Data block:
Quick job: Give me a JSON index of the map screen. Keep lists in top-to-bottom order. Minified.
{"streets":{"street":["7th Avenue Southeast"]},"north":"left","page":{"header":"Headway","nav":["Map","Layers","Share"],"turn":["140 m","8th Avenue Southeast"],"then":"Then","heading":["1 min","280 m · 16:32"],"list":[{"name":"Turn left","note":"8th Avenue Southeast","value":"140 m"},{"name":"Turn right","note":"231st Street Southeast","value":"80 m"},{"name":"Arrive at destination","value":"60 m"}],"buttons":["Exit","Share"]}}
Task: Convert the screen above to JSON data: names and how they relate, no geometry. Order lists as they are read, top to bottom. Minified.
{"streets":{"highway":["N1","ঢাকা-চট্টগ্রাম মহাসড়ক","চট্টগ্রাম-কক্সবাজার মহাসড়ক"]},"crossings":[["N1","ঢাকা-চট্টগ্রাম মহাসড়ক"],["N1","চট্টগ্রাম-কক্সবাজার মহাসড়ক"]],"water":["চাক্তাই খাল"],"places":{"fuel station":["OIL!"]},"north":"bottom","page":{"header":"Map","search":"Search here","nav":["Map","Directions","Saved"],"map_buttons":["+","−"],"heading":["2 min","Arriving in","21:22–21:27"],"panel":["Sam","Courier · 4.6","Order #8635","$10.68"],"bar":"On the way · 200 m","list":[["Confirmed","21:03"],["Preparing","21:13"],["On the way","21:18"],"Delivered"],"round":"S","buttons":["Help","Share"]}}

Problem statement:
Write out, please, all of the material above exactly as written.

Expected output:
Quick job: Give me a JSON index of the map screen. Keep lists in top-to-bottom order. Minified.
{"streets":{"street":["7th Avenue Southeast"]},"north":"left","page":{"header":"Headway","nav":["Map","Layers","Share"],"turn":["140 m","8th Avenue Southeast"],"then":"Then","heading":["1 min","280 m · 16:32"],"list":[{"name":"Turn left","note":"8th Avenue Southeast","value":"140 m"},{"name":"Turn right","note":"231st Street Southeast","value":"80 m"},{"name":"Arrive at destination","value":"60 m"}],"buttons":["Exit","Share"]}}
Task: Convert the screen above to JSON data: names and how they relate, no geometry. Order lists as they are read, top to bottom. Minified.
{"streets":{"highway":["N1","ঢাকা-চট্টগ্রাম মহাসড়ক","চট্টগ্রাম-কক্সবাজার মহাসড়ক"]},"crossings":[["N1","ঢাকা-চট্টগ্রাম মহাসড়ক"],["N1","চট্টগ্রাম-কক্সবাজার মহাসড়ক"]],"water":["চাক্তাই খাল"],"places":{"fuel station":["OIL!"]},"north":"bottom","page":{"header":"Map","search":"Search here","nav":["Map","Directions","Saved"],"map_buttons":["+","−"],"heading":["2 min","Arriving in","21:22–21:27"],"panel":["Sam","Courier · 4.6","Order #8635","$10.68"],"bar":"On the way · 200 m","list":[["Confirmed","21:03"],["Preparing","21:13"],["On the way","21:18"],"Delivered"],"round":"S","buttons":["Help","Share"]}}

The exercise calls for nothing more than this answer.